- ACTION ITEM -
From the records below, give the number of lines that include the word "list". Add no other words.

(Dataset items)
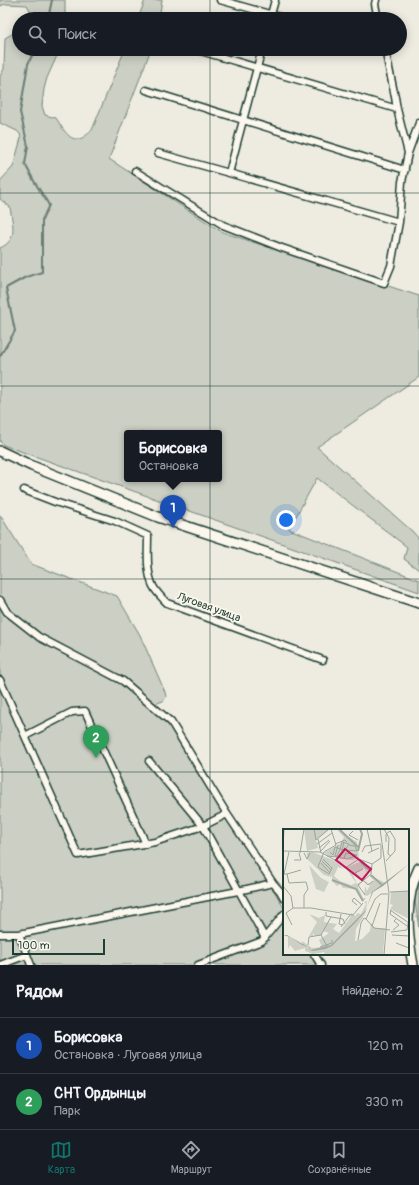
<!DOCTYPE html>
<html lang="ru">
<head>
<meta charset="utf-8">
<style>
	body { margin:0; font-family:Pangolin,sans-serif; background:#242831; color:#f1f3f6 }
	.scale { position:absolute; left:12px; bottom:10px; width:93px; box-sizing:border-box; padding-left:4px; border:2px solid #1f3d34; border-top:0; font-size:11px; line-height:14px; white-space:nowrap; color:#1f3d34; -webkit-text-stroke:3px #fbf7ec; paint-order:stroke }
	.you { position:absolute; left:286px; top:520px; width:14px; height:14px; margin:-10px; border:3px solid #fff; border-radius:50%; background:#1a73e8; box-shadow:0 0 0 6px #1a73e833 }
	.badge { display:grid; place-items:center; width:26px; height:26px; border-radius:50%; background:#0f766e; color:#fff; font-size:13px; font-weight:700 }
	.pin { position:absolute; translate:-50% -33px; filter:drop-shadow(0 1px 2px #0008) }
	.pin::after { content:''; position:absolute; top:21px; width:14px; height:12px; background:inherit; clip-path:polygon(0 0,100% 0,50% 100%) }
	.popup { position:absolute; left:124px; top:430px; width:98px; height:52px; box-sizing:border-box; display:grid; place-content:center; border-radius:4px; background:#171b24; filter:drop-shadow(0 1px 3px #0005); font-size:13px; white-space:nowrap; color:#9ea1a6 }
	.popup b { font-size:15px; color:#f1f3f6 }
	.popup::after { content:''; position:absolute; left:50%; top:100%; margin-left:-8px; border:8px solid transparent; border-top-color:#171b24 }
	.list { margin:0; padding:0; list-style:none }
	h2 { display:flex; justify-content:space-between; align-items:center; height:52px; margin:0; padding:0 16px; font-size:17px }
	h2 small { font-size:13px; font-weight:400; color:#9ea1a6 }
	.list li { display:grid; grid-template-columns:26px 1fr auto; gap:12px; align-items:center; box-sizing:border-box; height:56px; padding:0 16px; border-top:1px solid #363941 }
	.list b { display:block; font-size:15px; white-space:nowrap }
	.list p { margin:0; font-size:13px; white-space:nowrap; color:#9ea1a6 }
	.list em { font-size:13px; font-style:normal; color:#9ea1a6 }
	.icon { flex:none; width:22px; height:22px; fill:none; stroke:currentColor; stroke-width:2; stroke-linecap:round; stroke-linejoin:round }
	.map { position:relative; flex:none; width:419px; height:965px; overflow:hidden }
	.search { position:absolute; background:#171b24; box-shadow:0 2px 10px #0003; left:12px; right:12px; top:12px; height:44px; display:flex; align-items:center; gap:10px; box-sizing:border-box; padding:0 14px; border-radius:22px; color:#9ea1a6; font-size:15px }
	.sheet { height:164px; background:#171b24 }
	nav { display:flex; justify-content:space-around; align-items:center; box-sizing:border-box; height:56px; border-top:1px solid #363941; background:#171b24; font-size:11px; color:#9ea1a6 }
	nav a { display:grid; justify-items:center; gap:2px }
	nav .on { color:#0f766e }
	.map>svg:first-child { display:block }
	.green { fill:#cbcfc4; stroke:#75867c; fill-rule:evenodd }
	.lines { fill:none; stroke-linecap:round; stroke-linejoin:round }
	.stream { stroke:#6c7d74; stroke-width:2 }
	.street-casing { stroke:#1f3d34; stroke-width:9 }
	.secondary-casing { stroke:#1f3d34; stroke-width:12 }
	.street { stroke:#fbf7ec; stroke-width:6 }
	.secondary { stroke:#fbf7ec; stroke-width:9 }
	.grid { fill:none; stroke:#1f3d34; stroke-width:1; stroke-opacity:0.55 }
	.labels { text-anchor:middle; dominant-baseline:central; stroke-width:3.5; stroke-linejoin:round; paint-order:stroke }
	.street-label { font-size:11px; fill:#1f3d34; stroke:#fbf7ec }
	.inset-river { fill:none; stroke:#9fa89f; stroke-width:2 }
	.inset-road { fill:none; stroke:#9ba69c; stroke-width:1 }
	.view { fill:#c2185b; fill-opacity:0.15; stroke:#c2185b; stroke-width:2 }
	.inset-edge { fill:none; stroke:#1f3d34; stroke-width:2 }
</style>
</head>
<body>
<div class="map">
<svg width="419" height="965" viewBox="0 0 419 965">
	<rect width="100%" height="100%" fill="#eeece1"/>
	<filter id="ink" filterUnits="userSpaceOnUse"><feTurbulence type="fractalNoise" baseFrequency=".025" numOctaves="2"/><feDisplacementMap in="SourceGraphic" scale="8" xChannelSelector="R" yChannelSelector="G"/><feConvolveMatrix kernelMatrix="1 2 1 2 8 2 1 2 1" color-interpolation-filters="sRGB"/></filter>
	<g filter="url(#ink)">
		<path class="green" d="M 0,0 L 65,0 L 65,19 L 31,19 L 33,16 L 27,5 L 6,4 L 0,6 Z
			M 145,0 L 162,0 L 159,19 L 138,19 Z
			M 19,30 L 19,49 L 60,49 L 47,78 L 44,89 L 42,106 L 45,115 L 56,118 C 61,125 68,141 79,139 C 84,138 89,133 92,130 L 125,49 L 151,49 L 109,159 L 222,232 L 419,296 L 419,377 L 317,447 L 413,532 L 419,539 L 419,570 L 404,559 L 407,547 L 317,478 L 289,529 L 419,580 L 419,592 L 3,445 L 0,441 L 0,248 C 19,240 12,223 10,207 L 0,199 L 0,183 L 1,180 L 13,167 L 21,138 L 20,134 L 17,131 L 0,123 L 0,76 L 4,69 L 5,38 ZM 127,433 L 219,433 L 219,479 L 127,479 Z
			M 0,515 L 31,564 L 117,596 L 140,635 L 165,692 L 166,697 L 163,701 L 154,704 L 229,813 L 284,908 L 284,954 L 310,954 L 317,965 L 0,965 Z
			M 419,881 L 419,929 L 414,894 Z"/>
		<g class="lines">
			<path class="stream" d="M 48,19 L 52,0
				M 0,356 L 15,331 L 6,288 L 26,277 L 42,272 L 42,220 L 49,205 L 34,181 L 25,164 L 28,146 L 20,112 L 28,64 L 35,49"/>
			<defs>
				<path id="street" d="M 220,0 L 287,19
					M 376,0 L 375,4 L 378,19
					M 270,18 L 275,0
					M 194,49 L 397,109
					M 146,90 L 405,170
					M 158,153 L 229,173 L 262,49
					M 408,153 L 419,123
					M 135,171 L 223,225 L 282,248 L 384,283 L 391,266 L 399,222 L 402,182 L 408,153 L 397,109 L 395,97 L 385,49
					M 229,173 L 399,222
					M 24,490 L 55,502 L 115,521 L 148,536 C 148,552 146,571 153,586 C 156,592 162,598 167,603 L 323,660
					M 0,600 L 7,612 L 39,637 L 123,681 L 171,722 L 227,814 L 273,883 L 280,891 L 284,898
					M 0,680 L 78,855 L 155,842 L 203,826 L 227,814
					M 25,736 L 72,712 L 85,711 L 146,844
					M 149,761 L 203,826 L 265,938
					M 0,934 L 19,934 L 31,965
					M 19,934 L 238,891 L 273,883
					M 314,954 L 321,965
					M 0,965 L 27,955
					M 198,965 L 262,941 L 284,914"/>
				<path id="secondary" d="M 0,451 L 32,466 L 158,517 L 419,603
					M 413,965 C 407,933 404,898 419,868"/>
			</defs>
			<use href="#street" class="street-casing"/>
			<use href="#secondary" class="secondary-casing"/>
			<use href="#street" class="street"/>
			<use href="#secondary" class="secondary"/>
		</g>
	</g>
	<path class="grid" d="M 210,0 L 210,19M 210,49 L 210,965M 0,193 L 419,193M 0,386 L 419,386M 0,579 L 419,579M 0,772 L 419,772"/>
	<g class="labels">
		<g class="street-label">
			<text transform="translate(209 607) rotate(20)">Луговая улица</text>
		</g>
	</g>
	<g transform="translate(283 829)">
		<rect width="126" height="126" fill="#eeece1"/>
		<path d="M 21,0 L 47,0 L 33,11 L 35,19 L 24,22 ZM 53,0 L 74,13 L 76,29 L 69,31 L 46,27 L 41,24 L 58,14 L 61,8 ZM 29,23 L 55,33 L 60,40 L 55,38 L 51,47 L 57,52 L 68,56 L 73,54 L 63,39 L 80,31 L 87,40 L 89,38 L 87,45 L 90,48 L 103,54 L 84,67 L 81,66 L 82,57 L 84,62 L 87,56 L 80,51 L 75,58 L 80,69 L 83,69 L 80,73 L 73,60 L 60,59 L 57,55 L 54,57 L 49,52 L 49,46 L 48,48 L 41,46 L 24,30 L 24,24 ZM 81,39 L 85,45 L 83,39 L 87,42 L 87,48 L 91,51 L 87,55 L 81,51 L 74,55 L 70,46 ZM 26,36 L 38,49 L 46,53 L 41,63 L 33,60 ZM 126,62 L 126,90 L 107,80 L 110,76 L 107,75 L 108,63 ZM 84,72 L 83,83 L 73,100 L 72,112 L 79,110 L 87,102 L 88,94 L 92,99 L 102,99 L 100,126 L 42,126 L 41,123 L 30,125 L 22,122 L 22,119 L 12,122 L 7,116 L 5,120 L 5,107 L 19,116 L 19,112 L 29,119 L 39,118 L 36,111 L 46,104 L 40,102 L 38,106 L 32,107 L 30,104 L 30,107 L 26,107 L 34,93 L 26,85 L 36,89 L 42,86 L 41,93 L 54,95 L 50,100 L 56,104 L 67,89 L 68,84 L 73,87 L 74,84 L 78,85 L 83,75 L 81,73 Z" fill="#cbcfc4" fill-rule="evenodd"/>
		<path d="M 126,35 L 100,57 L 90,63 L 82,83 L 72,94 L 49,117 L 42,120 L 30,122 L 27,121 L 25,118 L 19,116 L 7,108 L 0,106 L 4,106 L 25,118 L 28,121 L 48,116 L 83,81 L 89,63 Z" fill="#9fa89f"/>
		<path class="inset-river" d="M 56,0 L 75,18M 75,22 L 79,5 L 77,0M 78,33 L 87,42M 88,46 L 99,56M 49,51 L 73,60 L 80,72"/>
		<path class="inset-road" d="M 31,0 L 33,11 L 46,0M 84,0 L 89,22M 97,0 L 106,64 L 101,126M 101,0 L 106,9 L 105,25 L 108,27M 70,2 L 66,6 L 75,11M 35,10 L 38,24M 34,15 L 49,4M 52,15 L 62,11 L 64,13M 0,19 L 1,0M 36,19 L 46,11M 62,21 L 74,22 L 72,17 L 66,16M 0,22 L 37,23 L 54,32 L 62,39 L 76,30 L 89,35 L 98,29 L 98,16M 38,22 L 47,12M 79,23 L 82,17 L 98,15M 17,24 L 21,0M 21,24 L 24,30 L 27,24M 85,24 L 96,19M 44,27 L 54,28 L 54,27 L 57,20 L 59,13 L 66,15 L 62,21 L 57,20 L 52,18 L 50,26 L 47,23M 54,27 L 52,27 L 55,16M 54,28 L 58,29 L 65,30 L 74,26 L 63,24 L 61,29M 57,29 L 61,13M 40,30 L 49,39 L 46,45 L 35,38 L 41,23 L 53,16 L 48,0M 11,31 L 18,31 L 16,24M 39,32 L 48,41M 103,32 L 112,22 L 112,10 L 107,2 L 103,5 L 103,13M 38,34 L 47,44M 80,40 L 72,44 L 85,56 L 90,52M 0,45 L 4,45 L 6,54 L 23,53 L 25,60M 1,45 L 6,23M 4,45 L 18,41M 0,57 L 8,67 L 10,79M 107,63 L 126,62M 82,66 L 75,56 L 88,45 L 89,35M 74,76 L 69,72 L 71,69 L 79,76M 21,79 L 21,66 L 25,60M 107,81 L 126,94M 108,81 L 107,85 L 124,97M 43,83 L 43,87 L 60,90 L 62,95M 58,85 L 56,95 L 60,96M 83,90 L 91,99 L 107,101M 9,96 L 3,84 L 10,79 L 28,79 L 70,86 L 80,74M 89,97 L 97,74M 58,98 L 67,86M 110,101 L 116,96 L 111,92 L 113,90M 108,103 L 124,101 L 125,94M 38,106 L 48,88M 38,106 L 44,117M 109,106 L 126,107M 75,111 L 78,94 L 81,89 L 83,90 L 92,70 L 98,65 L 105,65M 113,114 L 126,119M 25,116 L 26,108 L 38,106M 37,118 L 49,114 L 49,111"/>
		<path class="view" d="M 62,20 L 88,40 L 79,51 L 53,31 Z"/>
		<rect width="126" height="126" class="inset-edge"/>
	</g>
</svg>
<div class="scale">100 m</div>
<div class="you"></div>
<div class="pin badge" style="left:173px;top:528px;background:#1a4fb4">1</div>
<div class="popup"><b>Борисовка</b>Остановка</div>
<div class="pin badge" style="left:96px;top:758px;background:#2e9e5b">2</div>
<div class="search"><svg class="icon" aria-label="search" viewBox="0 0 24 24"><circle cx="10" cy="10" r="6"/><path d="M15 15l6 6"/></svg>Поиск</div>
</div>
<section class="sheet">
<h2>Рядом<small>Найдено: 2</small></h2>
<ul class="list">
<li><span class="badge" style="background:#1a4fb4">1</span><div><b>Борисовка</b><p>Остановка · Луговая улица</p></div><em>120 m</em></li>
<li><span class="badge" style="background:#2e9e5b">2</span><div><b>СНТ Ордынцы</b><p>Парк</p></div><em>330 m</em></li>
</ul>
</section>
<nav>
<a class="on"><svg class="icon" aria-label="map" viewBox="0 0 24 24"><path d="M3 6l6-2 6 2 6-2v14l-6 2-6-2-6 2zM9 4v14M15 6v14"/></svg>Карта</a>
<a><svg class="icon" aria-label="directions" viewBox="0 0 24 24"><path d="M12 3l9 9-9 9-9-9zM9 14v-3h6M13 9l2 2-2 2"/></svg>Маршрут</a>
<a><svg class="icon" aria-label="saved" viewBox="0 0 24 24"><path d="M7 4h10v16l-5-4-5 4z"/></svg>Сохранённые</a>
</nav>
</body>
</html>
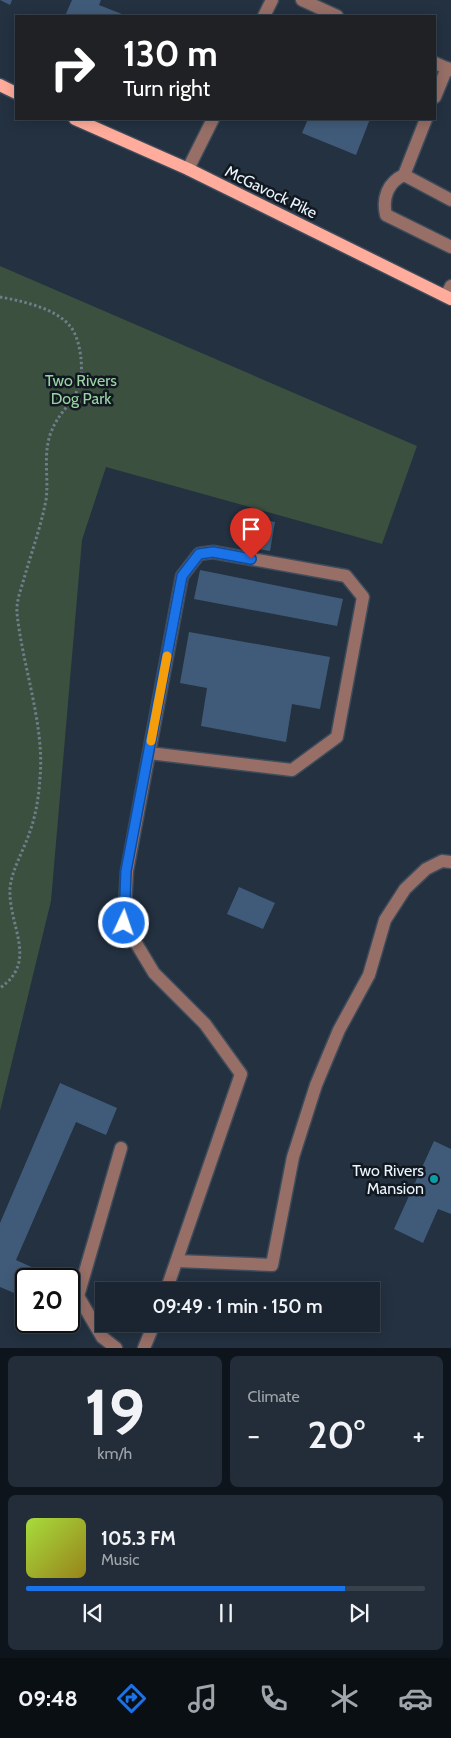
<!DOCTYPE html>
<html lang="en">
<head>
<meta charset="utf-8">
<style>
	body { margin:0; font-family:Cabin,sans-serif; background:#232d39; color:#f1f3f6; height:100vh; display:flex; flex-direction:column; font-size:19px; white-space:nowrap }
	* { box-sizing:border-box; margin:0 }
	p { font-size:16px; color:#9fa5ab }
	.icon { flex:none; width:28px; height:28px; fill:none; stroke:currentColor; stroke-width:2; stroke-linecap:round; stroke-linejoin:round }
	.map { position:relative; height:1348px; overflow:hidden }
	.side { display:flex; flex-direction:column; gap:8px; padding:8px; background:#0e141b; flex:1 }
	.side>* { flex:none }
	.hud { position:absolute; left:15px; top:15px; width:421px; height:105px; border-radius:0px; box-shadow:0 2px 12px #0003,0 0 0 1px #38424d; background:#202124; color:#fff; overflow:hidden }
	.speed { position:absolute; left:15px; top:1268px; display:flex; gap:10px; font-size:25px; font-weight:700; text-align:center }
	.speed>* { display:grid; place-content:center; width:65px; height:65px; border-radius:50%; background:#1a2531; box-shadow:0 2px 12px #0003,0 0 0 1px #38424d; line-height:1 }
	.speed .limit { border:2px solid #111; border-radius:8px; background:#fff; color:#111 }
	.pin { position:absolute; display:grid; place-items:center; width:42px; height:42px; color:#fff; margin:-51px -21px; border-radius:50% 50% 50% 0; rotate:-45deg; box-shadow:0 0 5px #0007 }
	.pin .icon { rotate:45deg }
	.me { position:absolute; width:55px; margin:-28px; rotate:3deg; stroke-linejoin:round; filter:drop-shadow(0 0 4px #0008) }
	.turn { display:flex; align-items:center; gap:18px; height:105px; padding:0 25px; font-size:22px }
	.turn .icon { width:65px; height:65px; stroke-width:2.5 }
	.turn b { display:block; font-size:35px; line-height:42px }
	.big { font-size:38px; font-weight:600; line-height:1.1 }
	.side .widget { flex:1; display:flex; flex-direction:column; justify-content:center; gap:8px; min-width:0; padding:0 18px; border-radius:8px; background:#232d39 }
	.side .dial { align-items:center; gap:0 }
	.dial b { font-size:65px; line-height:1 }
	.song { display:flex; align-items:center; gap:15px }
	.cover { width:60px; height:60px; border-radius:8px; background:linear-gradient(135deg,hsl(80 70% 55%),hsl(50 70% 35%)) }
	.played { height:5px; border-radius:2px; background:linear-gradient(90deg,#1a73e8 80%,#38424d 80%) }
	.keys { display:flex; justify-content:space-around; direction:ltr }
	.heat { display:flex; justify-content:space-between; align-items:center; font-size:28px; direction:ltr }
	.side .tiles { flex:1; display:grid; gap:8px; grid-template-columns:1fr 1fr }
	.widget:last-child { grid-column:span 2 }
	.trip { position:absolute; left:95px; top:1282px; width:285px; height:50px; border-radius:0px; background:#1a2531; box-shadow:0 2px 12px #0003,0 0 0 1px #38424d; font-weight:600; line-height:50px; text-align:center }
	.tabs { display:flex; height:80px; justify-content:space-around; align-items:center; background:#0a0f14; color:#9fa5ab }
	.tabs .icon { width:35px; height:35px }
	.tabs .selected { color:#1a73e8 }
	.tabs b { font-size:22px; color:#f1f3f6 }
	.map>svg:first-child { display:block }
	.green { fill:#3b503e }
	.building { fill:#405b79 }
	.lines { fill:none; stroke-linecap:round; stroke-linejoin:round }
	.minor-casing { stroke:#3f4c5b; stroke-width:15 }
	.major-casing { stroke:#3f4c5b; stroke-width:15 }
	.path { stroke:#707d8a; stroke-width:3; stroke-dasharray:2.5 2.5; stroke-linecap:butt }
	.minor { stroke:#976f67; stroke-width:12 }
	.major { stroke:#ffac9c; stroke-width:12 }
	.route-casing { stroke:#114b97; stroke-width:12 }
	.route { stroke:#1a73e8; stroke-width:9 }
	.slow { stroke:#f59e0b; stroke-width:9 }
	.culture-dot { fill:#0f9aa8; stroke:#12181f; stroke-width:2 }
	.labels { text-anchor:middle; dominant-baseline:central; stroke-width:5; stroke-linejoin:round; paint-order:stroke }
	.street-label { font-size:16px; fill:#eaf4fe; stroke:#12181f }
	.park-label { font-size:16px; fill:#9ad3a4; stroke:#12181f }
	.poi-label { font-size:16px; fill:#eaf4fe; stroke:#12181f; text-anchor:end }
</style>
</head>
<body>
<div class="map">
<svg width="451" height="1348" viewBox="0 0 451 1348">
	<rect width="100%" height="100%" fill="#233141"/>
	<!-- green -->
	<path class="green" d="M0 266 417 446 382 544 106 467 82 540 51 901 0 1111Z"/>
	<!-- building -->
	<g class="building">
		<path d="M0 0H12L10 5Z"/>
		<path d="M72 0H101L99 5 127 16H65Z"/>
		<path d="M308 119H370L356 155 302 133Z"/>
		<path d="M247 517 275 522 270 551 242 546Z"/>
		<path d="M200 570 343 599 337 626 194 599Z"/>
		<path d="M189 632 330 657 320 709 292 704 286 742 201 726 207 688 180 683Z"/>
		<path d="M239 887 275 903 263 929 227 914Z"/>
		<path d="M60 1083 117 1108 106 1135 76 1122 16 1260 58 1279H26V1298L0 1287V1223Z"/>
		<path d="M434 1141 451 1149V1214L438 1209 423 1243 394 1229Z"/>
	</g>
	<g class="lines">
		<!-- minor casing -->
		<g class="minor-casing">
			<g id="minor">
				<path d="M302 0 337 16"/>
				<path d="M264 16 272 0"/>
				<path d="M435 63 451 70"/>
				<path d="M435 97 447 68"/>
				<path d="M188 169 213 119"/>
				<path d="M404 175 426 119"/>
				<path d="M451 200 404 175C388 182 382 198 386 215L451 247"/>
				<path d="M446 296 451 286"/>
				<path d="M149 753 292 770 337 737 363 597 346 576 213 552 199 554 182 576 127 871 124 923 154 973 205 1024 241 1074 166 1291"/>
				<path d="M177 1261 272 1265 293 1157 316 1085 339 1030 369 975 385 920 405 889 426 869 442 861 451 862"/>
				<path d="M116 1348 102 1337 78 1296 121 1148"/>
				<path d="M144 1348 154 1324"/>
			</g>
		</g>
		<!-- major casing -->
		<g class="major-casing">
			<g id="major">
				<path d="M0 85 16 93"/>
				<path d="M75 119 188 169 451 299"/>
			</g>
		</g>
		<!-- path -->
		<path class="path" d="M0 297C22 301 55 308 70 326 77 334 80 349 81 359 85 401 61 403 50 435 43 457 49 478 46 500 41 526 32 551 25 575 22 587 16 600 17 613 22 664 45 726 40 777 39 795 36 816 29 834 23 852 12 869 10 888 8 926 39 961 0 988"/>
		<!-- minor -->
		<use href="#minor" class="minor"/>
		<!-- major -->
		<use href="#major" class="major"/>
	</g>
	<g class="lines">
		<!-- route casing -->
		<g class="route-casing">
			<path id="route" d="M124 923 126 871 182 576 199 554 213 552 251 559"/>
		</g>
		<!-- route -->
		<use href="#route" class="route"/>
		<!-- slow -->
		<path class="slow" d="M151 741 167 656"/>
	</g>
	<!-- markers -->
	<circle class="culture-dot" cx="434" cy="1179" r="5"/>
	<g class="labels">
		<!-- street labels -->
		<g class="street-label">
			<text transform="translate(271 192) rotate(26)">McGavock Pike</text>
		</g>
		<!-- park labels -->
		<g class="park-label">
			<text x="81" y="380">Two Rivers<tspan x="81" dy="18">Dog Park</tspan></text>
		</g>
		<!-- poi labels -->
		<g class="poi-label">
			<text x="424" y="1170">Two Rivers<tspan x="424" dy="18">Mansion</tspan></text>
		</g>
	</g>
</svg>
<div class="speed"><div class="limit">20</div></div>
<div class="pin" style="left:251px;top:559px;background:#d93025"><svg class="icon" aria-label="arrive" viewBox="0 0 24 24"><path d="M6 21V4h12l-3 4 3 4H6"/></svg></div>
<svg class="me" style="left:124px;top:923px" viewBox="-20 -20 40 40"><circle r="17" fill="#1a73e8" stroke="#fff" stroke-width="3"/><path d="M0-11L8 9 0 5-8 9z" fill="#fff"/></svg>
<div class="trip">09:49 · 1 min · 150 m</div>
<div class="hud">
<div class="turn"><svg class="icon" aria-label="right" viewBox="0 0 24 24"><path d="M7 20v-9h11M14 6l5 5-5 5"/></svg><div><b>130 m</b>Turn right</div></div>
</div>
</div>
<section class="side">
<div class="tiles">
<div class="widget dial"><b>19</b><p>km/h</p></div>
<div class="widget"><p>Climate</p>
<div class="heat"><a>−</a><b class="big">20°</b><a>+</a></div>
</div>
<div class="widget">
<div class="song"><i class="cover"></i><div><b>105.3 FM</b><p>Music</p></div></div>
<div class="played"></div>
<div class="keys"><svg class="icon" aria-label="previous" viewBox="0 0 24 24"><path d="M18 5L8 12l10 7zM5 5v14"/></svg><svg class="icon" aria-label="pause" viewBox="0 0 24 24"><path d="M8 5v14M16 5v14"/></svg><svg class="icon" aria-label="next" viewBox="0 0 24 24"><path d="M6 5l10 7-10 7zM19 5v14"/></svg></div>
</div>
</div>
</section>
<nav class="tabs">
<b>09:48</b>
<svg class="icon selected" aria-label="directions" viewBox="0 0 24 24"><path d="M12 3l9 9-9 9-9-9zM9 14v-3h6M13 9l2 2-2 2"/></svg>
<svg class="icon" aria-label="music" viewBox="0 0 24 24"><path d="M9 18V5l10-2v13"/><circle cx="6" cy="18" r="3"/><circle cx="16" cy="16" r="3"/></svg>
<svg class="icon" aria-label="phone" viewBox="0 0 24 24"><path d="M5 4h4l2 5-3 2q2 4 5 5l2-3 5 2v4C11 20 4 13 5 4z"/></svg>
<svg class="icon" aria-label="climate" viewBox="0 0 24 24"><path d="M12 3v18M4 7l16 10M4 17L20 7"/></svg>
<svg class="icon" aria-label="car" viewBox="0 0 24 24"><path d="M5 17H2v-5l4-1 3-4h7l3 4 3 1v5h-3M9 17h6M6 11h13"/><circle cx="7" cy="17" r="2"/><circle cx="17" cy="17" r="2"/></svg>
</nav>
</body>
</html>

- RESPONSE -
6